Food (Stamps) for Thought


Published September 19, 2013

National Review Online

The conservative war on food stamps is the most baffling political move of the year. Conservatives have suffered for years from the stereotype that they are heartless Scrooge McDucks more concerned with our money than other people’s lives. Yet in this case, conservatives make the taking of food from the mouths of the genuinely hungry a top priority. What gives? And why are conservatives overlooking a far more egregious abuse of taxpayer dollars in the farm bill?

The Heritage Foundation is leading the charge on this, and its argument (which has been largely adopted by congressional conservatives and House majority leader Eric Cantor) boils down to four points: Food stamps (a.k.a. the Supplemental Nutrition Assistance Program, or SNAP) cost too much, have grown too quickly, encourage government dependency, and discourage work. They note that SNAP now costs around $80 billion a year, up fourfold from the program’s cost in 2000. One in seven Americans, about 47 million, now receive food stamps. About 4 million of these are able-bodied adults without dependents, many of whom work fewer than 20 hours a week or do not work at all.

The problem with the war on food stamps is that there’s one subsidy program in the farm bill that promotes greater dependency than food stamps and is growing just as fast: government-financed crop insurance. Yet conservatives say virtually nothing about this bailout of the rich and focus their ire on payments to the poor.

I can see why conservatives would find the rise in food-stamp enrollment troubling. People who don’t need government benefits could always be tempted to take advantage of loosely structured government programs. Conservatives are rightly worried about this, and thus are eager to tighten eligibility standards and enforcement to ensure that people aren’t gaming the system. However, crop insurance provides even greater temptations to people with far less justification for government aid.

America’s crop-insurance program is obscene. Farmers receive government subsidies averaging 70 percent of their premiums to purchase insurance that protects them against declining crop value. There’s no income limit for this subsidy: The vast majority of this taxpayer money goes to farmers who make in excess of $250,000 a year. The insurance policies are sold by private companies, and the government also pays those firms about 20 percent of the premium cost to cover their expenses. The companies get to keep the profits from the policies, so taxpayer money makes crop insurance a largely risk-free investment for insurance companies. Thus, the government uses taxpayer money to pay rich farmers to buy insurance from wealthy insurance companies, whom the government also pays to sell the policies to the farmers. Talk about a “free” market.

Every problem conservatives complain about in food stamps is even worse in crop insurance. As you might expect when a program essentially offers intelligent, entrepreneurial people free money, they take it, and costs have exploded.

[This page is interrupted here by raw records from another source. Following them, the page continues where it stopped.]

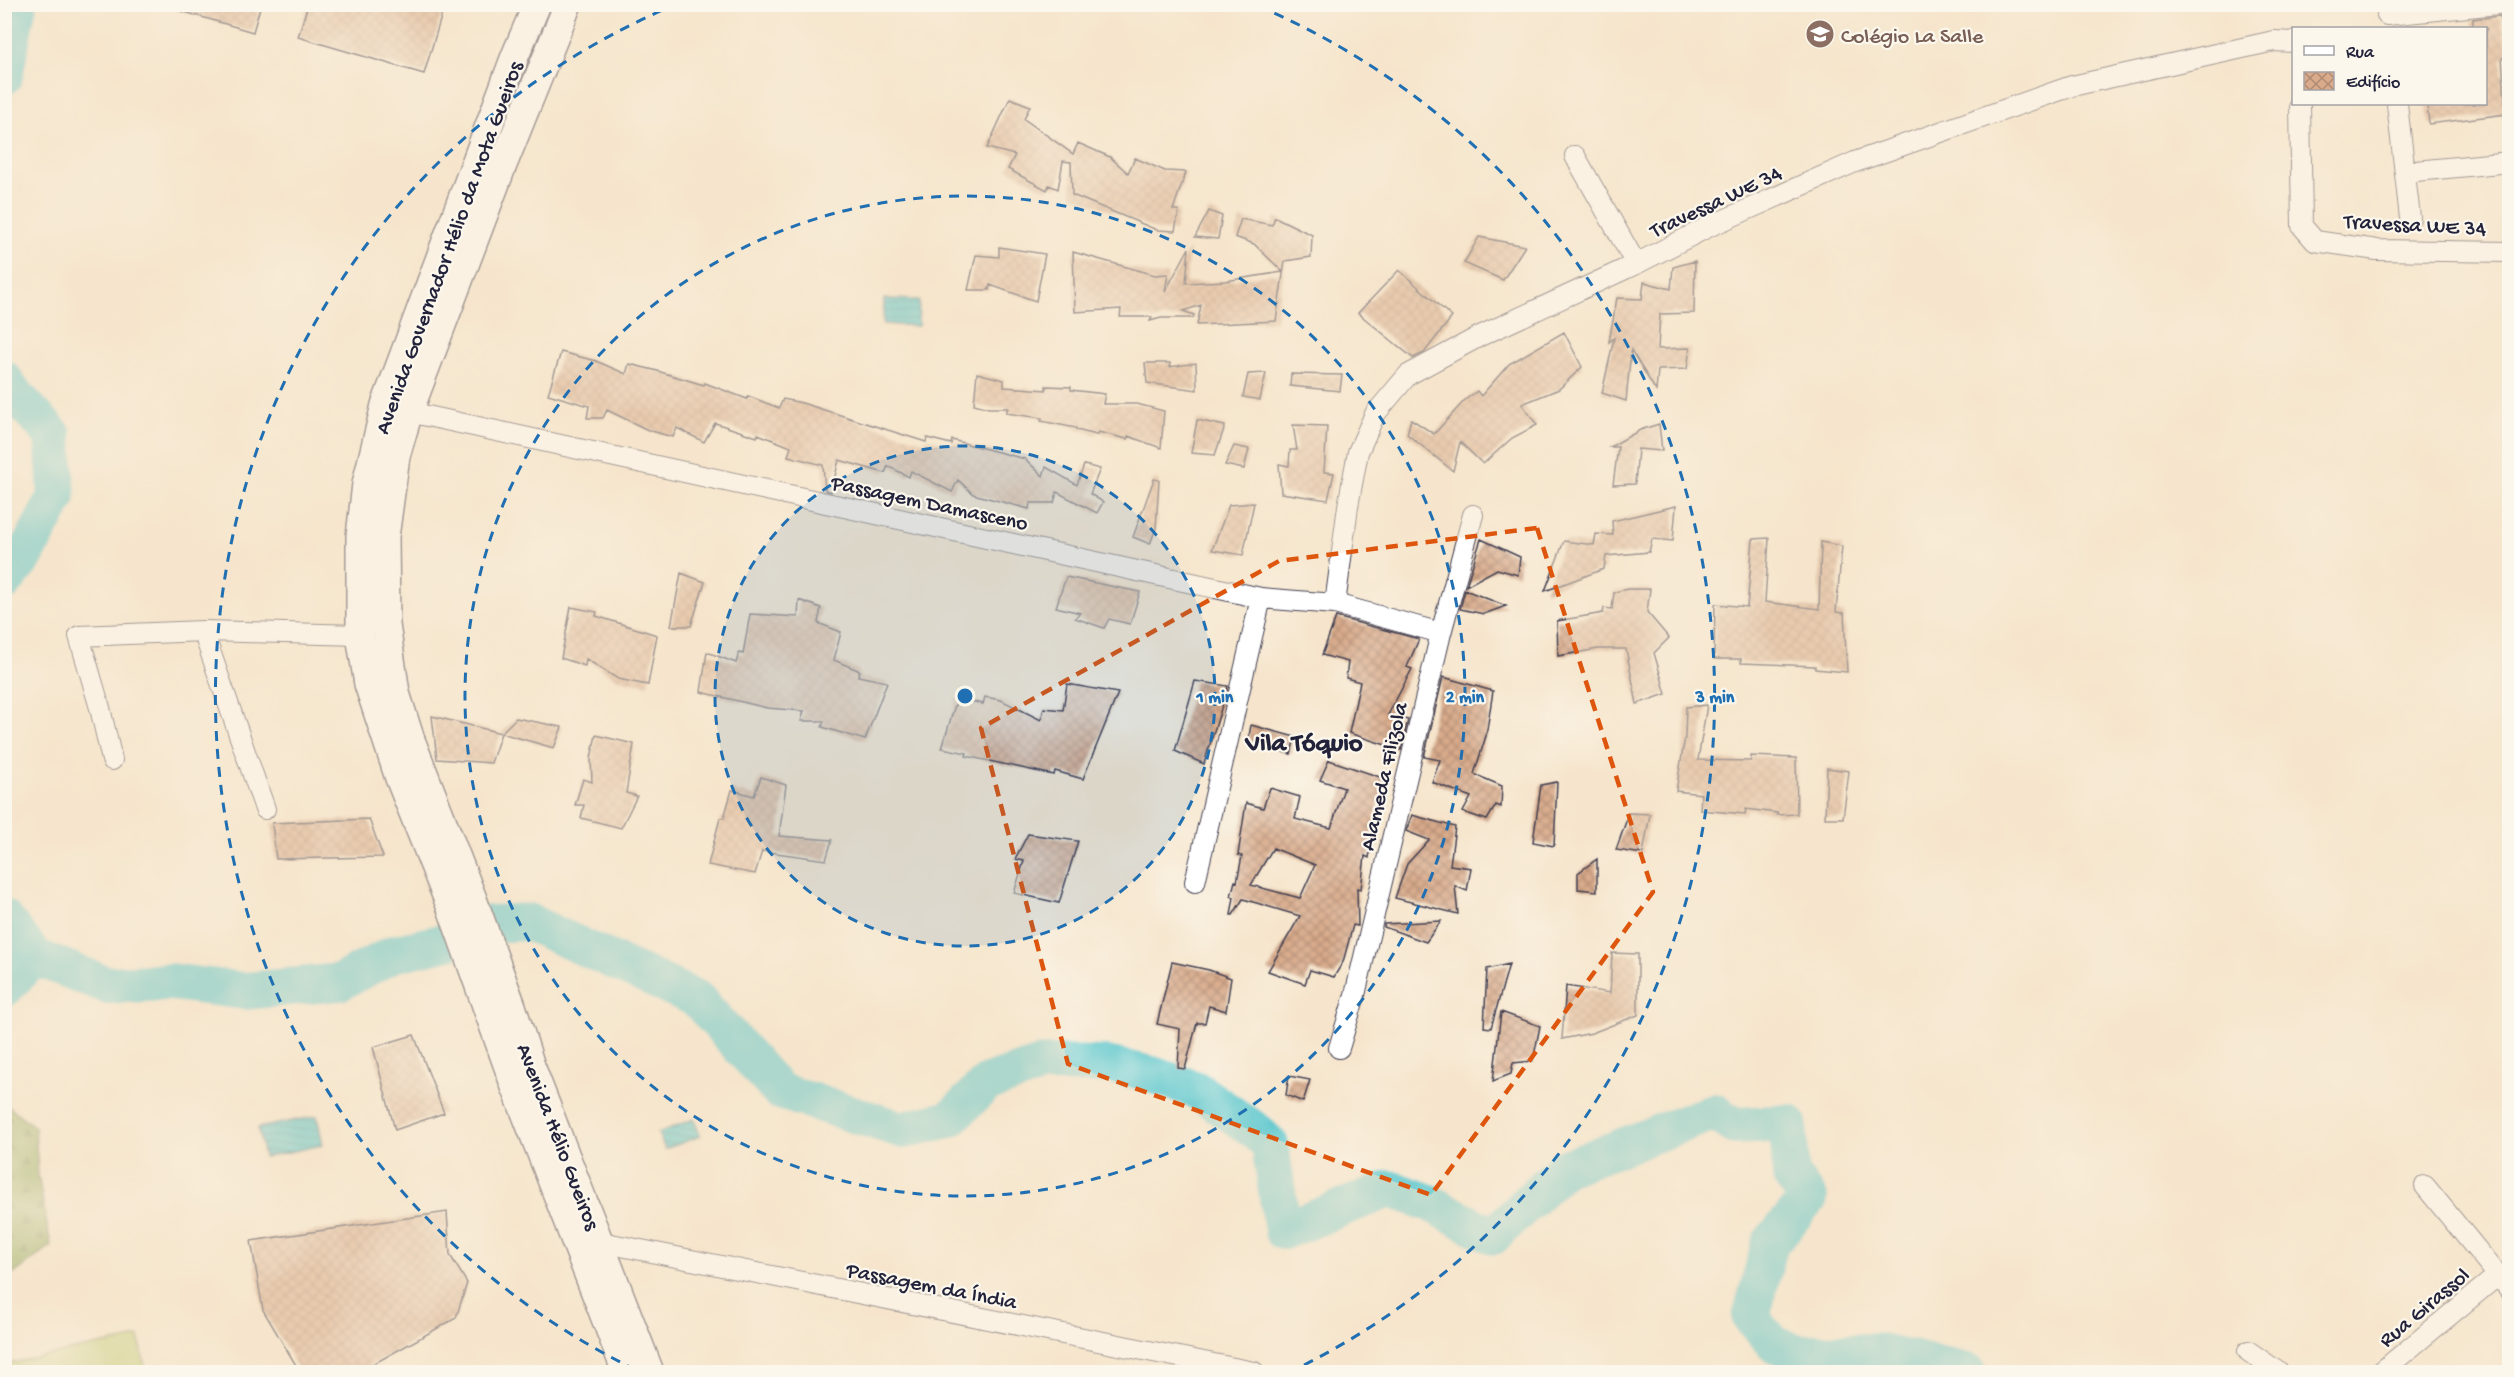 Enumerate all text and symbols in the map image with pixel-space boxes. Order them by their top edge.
school or university icon: Colégio La Salle [1804,18,1836,50]
place label: Colégio La Salle [1841,25,1984,51]
legend [2292,27,2487,105]
text: Rua [2346,43,2375,64]
street label: Avenida Governador Hélio da Mota Gueiros [371,58,531,438]
text: Edifício [2346,73,2400,94]
street label: Travessa WE 34 [1645,161,1787,246]
street label: Travessa WE 34 [2341,210,2487,244]
street label: Passagem Damasceno [827,471,1030,538]
centre of rings [955,686,975,706]
text: 1 min [1196,688,1234,709]
text: 2 min [1446,688,1485,709]
text: 3 min [1695,688,1735,709]
street label: Alameda Filizola [1356,700,1416,853]
district label: Vila Tóquio [1245,730,1363,761]
street label: Avenida Hélio Gueiros [509,1041,604,1235]
street label: Passagem da Índia [843,1258,1020,1317]
street label: Rua Girassol [2375,1264,2476,1355]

From 2000 to 2011 — the same time period Heritage uses to analyze the growth in food-stamp expenditures — annual crop-insurance costs have also increased fourfold, from $2.2 billion to $8.6 billion. But at least with food stamps a significant portion of the cost growth since 2007 — between 30 and 50 percent, according to University of Chicago economist Casey Mulligan — occurred because the recession made more people eligible. Crop-insurance subsidies are not means-tested, so their increase is not necessarily due to falling income resulting from bad economic times.

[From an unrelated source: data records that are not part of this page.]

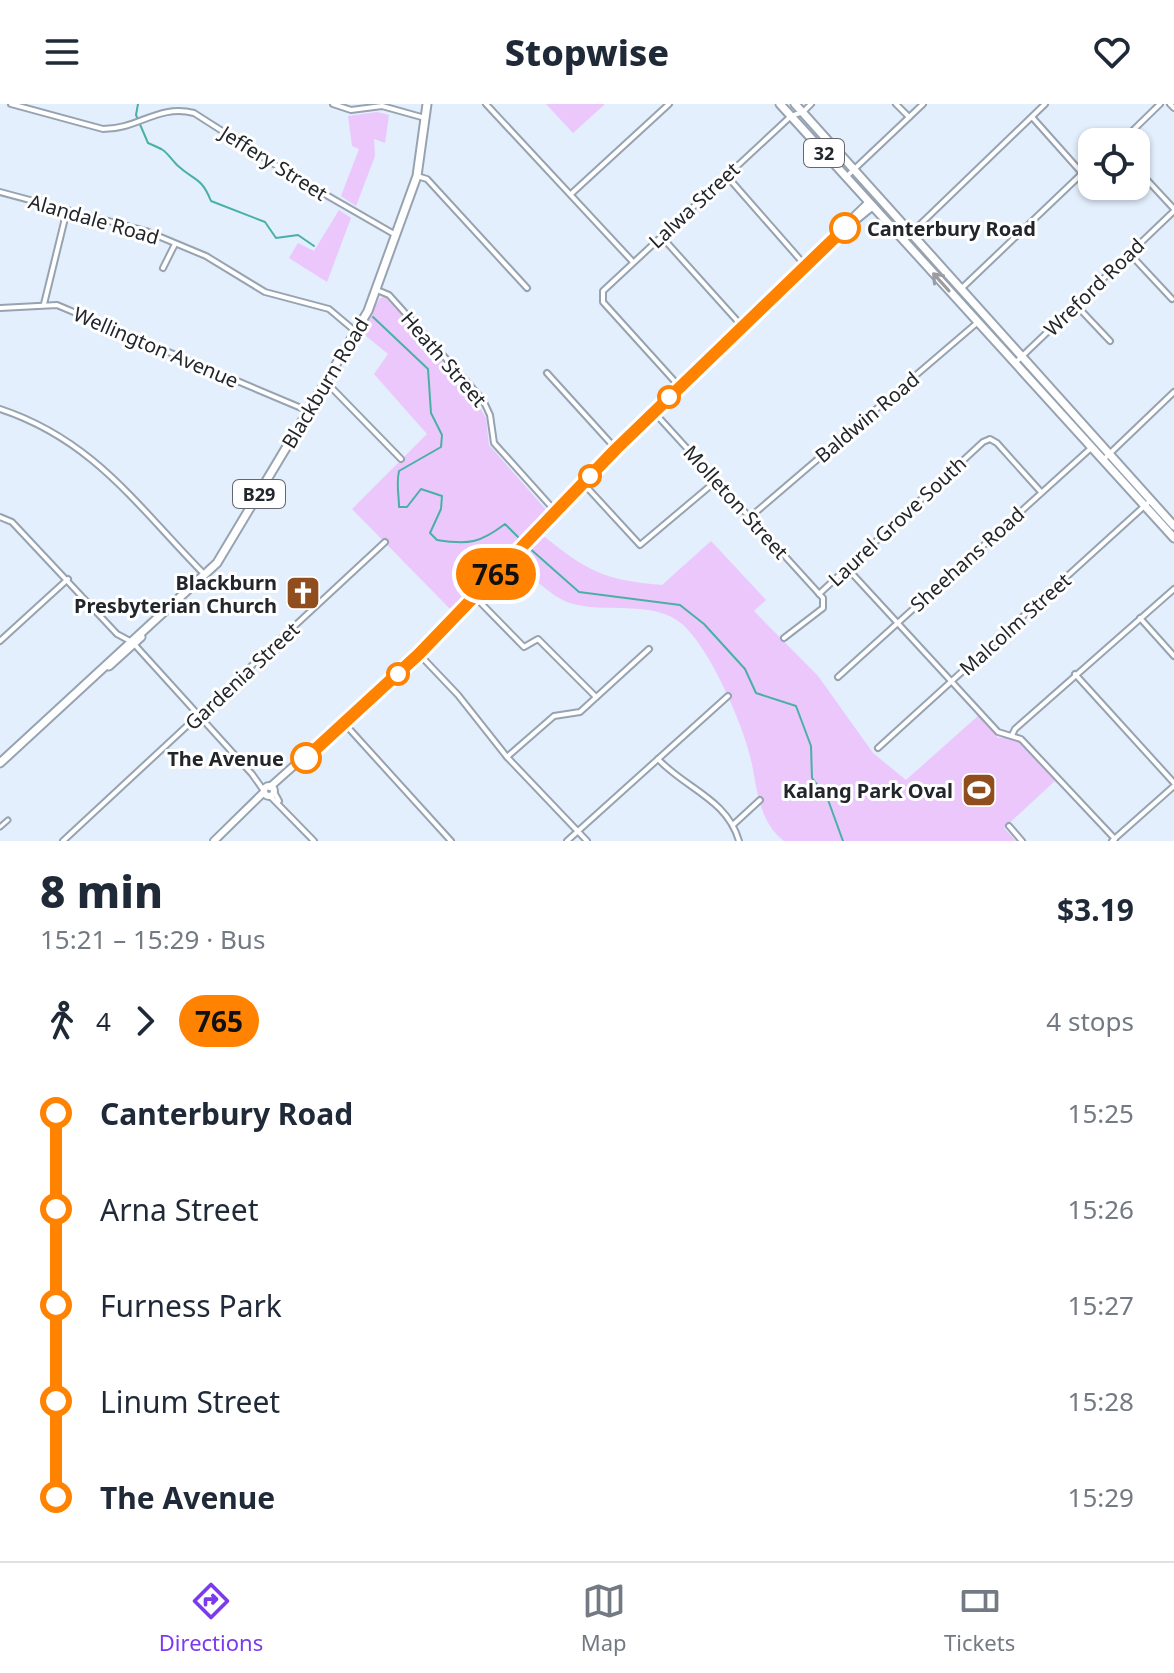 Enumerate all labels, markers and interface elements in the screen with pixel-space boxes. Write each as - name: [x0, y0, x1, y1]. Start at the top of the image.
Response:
- text: Stopwise: [505, 28, 669, 77]
- icon: menu: [40, 30, 84, 74]
- icon: heart: [1090, 30, 1134, 74]
- street label: Jeffery Street: [214, 118, 333, 207]
- map controls: [1078, 128, 1150, 200]
- button: locate: [1078, 128, 1150, 200]
- road number: 32: [804, 139, 844, 167]
- street label: Lalwa Street: [643, 156, 745, 254]
- street label: Alandale Road: [26, 187, 162, 251]
- marker: Canterbury Road: [830, 213, 860, 243]
- place label: Canterbury Road: [867, 215, 1036, 242]
- street label: Wreford Road: [1038, 232, 1150, 342]
- one-way arrow: [932, 272, 950, 292]
- street label: Wellington Avenue: [69, 300, 243, 394]
- street label: Heath Street: [395, 306, 493, 412]
- street label: Blackburn Road: [275, 313, 375, 453]
- street label: Baldwin Road: [809, 365, 925, 469]
- unlabelled marker: [658, 386, 680, 408]
- street label: Molleton Street: [678, 439, 794, 565]
- street label: Laurel Grove South: [822, 450, 972, 592]
- unlabelled marker: [579, 465, 601, 487]
- road number: B29: [233, 480, 285, 508]
- street label: Sheehans Road: [904, 501, 1030, 617]
- line badge: 765: [450, 548, 542, 600]
- text: 765: [472, 555, 520, 593]
- street label: Malcolm Street: [954, 567, 1076, 681]
- place label: Blackburn Presbyterian Church: [74, 569, 277, 619]
- church icon: Blackburn Presbyterian Church: [284, 574, 322, 612]
- street label: Gardenia Street: [179, 616, 305, 736]
- unlabelled marker: [387, 663, 409, 685]
- marker: The Avenue: [291, 743, 321, 773]
- place label: The Avenue: [167, 745, 284, 772]
- sports icon: Kalang Park Oval: [960, 771, 998, 809]
- place label: Kalang Park Oval: [783, 777, 953, 804]
- text: 8 min: [40, 861, 163, 921]
- text: $3.19: [1057, 889, 1134, 930]
- text: 15:21 – 15:29 · Bus: [40, 921, 265, 957]
- icon: walk: [40, 999, 84, 1043]
- icon: forward: [123, 999, 167, 1043]
- text: 765: [195, 1002, 243, 1040]
- text: 4: [96, 1003, 111, 1039]
- text: 4 stops: [1046, 1003, 1134, 1039]
- text: Canterbury Road: [100, 1093, 353, 1134]
- text: 15:25: [1068, 1095, 1134, 1131]
- text: Arna Street: [100, 1189, 259, 1230]
- text: 15:26: [1068, 1191, 1134, 1227]
- text: Furness Park: [100, 1285, 282, 1326]
- text: 15:27: [1068, 1287, 1134, 1323]
- text: Linum Street: [100, 1381, 280, 1422]
- text: 15:28: [1068, 1383, 1134, 1419]
- text: The Avenue: [100, 1477, 275, 1518]
- text: 15:29: [1068, 1479, 1134, 1515]
- tab: Directions: [159, 1579, 263, 1657]
- tab: Map: [581, 1579, 627, 1657]
- tab: Tickets: [944, 1579, 1015, 1657]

In fact, crop-insurance subsidies are tied to crop prices, so they rise when prices rise. Crop prices, and hence farm incomes, reached record highs in 2006 and remain historically high today. Thus, the crop-insurance program is designed to give wealthy farmers more taxpayer money when they are already doing exceptionally well.

Crop insurance is even worse than food stamps at promoting dependency. Most food-stamp recipients receive only a couple of hundred dollars a month, a part of their income. Companies that sell crop insurance are 100 percent dependent on government payments for that business, and farmers are 70 percent dependent for their insurance — a rich subsidy that should strip away the idea of the farmer as a bold entrepreneur, while the welfare recipient is a burden on the public purse: The taxpayer spends more on the former than the latter. That’s why the crop-insurance lobbyists are frantically working Capitol Hill to keep feeding at the taxpayers’ trough. Crop insurance is perhaps the best example of a loosely structured government program tempting people who don’t need help to live at someone else’s expense. But instead, Heritage and its allies in this fight have chosen to focus on food stamps.

It is true that food stamps as a whole cost eight times as much as crop insurance, although that difference will decrease substantially once supplemental benefits approved in 2009 expire this fall and fewer people become eligible as the economy recovers. But the reform Heritage proposes to SNAP would save about $4 billion annually, less than half the amount taxpayers could save by eliminating the crop-insurance boondoggle. Again, what gives?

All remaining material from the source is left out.